The Falcons also competed without a high jumper or a 400-meter hurdler in the finals, but they had more than enough sprinters to take home another championship trophy.
“It was a blessing,” Williams said about the Falcons’ latest championship. “The kids did their jobs well and came through for the team. We are glad to be a part of the Mighty Falcons. The sons and daughters of Saint Augustine’s University did what they were supposed to do.”
The Falcons stepped up in the other men’s events to quickly move up the leaderboard. The 4×100-meter relay team held off Pittsburg State University to finish second and Moussa Dembele (Sr./Dakar, Senegal) was seventh in the men’s 110-meter hurdles early in the meet. The 4×100 squad consisted of JaQuan Demiel (Sr./Suffolk, VA), Ellis, Kevaughn Hewitt (Sr./Miramar, FL) and Daniel Jamieson (Jr./Windsor, CT).
The pivotal race was the men’s 400-meter dash when the Falcons scored 19 points to take their first lead. Omar Johnson (Jr./St. Ann, Jamaica), ranked first in the 400 for the final five weeks of the regular season, won the national title in the event while Khari Herbert, Jr. (So./Coral Springs, FL) was third and Ellis placed sixth.
Several other Falcons scored critical points late. Jamieson placed sixth in the men’s 100-meter finals and Immanuel Hutchinson (Jr./San Jacinto, CA) finished fourth in the men’s 800-meter finals. Their points help the Falcons keep pace with Findlay, who re-gained the lead briefly before Ellis pushed the champs ahead for good in the 200.
In the women’s events, Belle was the biggest highlight for the Lady Falcons on Saturday.
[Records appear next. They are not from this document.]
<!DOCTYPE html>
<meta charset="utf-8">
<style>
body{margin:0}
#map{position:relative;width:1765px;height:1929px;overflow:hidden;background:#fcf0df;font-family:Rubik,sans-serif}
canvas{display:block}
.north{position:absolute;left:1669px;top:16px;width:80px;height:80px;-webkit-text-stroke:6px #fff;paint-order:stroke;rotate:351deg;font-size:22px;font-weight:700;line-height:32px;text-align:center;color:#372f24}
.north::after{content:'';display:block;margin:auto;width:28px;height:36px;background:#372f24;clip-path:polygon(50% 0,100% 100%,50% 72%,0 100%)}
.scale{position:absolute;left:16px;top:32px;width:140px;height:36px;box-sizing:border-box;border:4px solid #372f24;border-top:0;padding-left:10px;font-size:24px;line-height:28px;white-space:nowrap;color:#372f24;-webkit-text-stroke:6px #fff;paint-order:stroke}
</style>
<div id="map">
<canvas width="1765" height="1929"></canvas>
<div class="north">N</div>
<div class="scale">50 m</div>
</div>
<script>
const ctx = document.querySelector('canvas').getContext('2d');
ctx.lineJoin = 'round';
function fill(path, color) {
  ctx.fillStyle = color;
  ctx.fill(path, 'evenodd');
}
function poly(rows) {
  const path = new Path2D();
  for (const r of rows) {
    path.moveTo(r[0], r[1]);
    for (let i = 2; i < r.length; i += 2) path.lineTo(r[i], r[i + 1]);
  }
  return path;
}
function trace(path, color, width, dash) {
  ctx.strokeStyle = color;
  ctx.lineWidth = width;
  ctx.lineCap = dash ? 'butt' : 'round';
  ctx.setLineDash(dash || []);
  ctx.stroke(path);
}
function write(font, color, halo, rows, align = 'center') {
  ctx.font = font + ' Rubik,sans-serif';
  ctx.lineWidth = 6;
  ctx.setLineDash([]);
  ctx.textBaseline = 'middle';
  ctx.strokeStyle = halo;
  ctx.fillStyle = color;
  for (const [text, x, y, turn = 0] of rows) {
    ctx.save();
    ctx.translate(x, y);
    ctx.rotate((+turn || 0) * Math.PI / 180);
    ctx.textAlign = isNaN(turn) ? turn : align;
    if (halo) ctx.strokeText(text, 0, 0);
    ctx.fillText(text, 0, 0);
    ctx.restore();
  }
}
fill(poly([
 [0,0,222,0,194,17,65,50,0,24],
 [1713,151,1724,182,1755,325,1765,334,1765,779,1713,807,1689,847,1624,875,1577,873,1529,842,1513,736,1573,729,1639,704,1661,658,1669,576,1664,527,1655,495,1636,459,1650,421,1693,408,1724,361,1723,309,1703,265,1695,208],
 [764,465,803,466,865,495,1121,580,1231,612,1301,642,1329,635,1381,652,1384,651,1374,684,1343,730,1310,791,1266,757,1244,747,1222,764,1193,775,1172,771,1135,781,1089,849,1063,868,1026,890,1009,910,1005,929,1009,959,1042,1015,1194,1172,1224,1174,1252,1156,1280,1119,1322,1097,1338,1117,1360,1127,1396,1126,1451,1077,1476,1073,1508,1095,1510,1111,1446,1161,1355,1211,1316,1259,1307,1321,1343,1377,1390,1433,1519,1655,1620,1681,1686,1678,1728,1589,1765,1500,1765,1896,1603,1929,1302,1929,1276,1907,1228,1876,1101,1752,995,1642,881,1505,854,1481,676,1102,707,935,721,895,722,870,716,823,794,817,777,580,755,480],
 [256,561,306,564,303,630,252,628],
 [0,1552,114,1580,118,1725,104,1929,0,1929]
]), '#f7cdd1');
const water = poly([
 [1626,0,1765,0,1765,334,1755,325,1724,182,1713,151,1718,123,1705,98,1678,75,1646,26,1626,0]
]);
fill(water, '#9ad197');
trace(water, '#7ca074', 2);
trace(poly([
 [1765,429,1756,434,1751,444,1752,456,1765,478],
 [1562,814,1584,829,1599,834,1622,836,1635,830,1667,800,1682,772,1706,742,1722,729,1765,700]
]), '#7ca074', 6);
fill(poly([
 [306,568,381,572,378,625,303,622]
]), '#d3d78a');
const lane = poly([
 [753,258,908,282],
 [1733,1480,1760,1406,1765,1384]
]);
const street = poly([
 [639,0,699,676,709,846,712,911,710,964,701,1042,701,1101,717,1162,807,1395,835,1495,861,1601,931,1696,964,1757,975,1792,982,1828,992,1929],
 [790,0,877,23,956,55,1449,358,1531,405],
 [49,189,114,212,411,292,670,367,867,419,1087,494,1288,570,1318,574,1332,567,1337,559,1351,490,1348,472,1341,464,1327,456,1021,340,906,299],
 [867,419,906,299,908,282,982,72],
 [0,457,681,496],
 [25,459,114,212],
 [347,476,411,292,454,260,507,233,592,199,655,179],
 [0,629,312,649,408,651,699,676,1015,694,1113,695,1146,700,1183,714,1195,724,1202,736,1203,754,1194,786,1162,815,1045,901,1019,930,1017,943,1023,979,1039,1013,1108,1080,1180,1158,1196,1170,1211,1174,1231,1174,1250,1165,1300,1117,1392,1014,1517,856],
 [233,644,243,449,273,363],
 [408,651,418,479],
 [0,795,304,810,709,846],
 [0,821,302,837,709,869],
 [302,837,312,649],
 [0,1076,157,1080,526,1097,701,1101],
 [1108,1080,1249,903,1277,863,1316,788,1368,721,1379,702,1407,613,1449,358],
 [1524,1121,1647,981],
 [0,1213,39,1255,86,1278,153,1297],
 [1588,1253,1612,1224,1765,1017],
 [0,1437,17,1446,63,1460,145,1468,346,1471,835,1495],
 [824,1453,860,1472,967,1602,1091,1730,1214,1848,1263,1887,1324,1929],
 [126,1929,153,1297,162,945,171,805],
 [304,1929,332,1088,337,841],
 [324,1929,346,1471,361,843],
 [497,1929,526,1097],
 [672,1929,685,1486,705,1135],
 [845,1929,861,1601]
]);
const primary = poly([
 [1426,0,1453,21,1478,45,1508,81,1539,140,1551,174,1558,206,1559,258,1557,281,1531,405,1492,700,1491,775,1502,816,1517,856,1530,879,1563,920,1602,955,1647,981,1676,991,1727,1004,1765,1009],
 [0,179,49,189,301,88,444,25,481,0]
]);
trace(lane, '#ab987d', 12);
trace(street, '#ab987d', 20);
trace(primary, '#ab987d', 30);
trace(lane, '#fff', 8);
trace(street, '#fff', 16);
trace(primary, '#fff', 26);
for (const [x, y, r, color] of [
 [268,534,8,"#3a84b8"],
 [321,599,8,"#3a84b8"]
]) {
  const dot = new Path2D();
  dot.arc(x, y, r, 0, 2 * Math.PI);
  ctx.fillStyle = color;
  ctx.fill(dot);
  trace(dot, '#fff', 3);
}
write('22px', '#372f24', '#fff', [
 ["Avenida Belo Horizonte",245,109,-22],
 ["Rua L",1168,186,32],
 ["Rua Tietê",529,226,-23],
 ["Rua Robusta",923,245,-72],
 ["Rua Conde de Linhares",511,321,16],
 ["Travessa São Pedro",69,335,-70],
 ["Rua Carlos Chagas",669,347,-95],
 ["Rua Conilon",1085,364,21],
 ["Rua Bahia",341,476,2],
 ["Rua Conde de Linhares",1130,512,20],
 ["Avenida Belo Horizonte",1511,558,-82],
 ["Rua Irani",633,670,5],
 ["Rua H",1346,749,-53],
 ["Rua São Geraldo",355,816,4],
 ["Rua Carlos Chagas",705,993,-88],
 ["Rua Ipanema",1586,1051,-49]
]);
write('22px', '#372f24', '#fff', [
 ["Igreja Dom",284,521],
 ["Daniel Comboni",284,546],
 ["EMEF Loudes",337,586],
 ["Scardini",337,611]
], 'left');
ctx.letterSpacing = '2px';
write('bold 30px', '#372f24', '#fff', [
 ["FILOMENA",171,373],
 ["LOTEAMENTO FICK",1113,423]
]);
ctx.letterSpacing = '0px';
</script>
She entered the meet as the top-ranked 400-meter hurdler for the last eight weeks and she did not disappoint. Belle ran a career-best 57.45 seconds to win the national title in an event she dominated during the regular season.
Belle also helped the Lady Falcons place second in the women’s 4×400-meter relay and eighth in the women’s 4×100-meter relay. The 4×400 relay team included Sherrie-Ann Ashman (Sr./Brooklyn, NY), Cherrisse Lynch (Sr./Bridgetown, Barbados) and Fanta Fofana (Sr./Amiens, France). The 4×100 relay squad included Ashman, Shakinah Brooks (So./Raleigh, NC) and Ornella Livingston (Jr./Christiana, Jamaica).
Coach Williams went into the meet tied with Texas A&M University Head Coach Pat Henry for the most NCAA track & field championships as a coach before surpassing him Saturday. Williams, also the Saint Augustine’s University Athletic Director, has the most NCAA track & field titles for a coach at one school, regardless of division, and the most NCAA Division II track & field championships as a coach.